Il Portavoce Tonino Aceti commenta i dati della Corte dei Conti relativi alla gestione finanziaria dei servizi sanitari regionali da cui emerge che una quota consistente della spesa per l’ assistenza sanitaria territoriale fa capo alle famiglie

L’assistenza sul territorio la pagano in gran parte le famiglie: quasi il 40% dell’assistenza riabilitativa ambulatoriale e circa il 29% di quella domiciliare, mentre per l’assistenza sanitaria a lungo termine (long term care) si sfiora il 24 per cento. A certificare l’insufficiente copertura pubblica della assistenza sanitaria territoriale da parte del Servizio sanitario nazionale (SSN) è la Corte dei conti attraverso l’ultimo “Referto al Parlamento sulla gestione finanziaria dei servizi Sanitari regionali” che analizza i dati della spesa sanitaria sostenuta dalle famiglie (out of pocket).

Su quanto emerso dal documento  è intervenuto il Portavoce della FNOPI (Federazione nazionale degli Ordini delle professioni infermieristiche), Tonino Aceti. Se da una parte diminuisce il livello di copertura pubblica della spesa sanitaria complessiva – evidenzia – dall’altro aumenta parallelamente quella privata delle famiglie.

In particolare, nel 2012 la spesa pubblica è stata pari al 76% della spesa complessiva (110 miliardi) mentre le famiglie hanno dovuto far fronte alla restante quota pari al 24%.

Nel 2017 la copertura pubblica è diminuita attestandosi al 74% della spesa sanitaria complessiva (152,8 miliardi), mentre la spesa delle famiglie è aumentata portandosi al 26,0 %, circa  39 miliardi (35,9 pagati dalle famiglie e 3,7 mediante assicurazioni private). Il tutto nonostante il reddito sia rimasto pressoché invariato: nel 2017 il Pil pro capite reale è risultato ancora inferiore del 6,2% a quello del 2008.

Aceti mette in risalto alcuni dati: 15 miliardi di spesa complessiva per l’assistenza sanitaria a lungo termine (di cui 12 a carico della PA e 4 a carico delle famiglie); 463 milioni per l’assistenza domiciliare per cura e riabilitazione (di cui 274 coperti dalla spesa pubblica e 133 dalle famiglie); 35 miliardi per l’assistenza ambulatoriale per cura e riabilitazione (di cui 20 finanziati dalla PA e 14 dalle famiglie).

“Colpisce – sottolinea il Portavoce FNOPI – come i ‘livelli’ assistenza domiciliare a lungo termine e per cura-riabilitazione siano destinatari di un investimento pubblico complessivo a livello nazionale di soli circa 2,5 miliardi a fronte di una spesa pubblica complessiva di oltre 114 miliardi. Un’incidenza troppo bassa e inversamente proporzionale al quadro epidemiologico, ai bisogni della popolazione e alle traiettorie delle politiche sanitarie pubbliche, a partire dal Piano nazionale della Cronicità.
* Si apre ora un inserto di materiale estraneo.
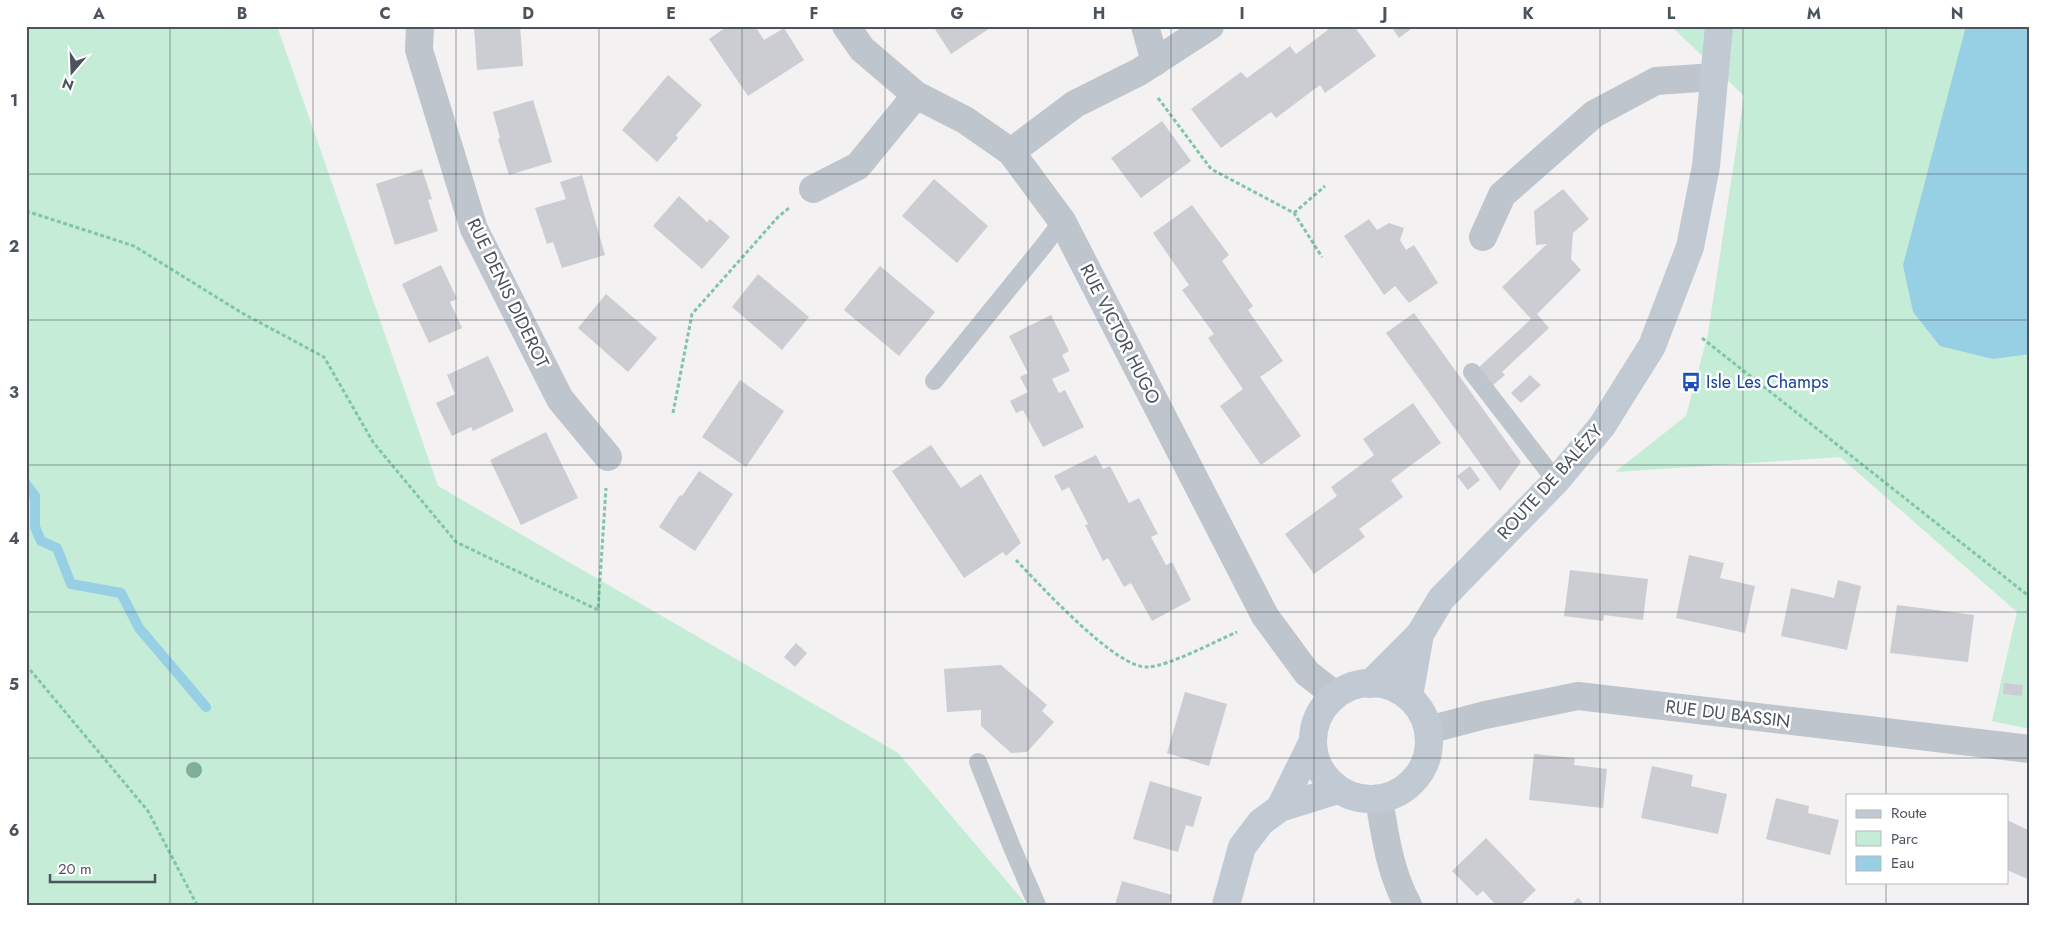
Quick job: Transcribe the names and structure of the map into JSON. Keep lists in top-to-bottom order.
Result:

E il combinato disposto tra livelli di investimento nell’assistenza sanitaria territoriale, ritardi nell’innovazione organizzativa e gli attuali livelli di carenze di personale infermieristico pari a circa 75.000 unità, incide fortemente sul livello di accessibilità alle prestazioni sanitarie pubbliche, sul livello di presa in carico, sulla qualità e sicurezza delle cure e sulla spesa diretta delle famiglie”.

Aceti quindi lancia alcune proposte come Federazione degli infermieri, chiedendo al governo una svolta immediata nel settore.

Nello specifico: rilanciare il finanziamento del Servizio sanitario pubblico a partire dalla prossima Legge di Bilancio;  definire e approvare già dalla prossima legge di Bilancio un Piano straordinario di assunzioni del personale sanitario, a partire dagli infermieri; aumentare il livello di copertura pubblica dei servizi sanitari territoriali per la presa in carico delle cronicità, non autosufficienza e di tutte le fragilità.

E ancora: rilanciare l’azione di Governo e Regioni sul nuovo Patto per la Salute, con particolare riguardo agli standard dell’assistenza sanitaria territoriale, alla messa a sistema dell’infermiere di famiglia su tutto il territorio nazionale, alla maggiore valorizzazione delle competenze della professione infermieristica e all’innovazione organizzativa che serve per far stare al passo con i tempi il Ssn; ridurre e contrastare, infine, le disuguaglianze che attraversano il Ssn per garantire equità.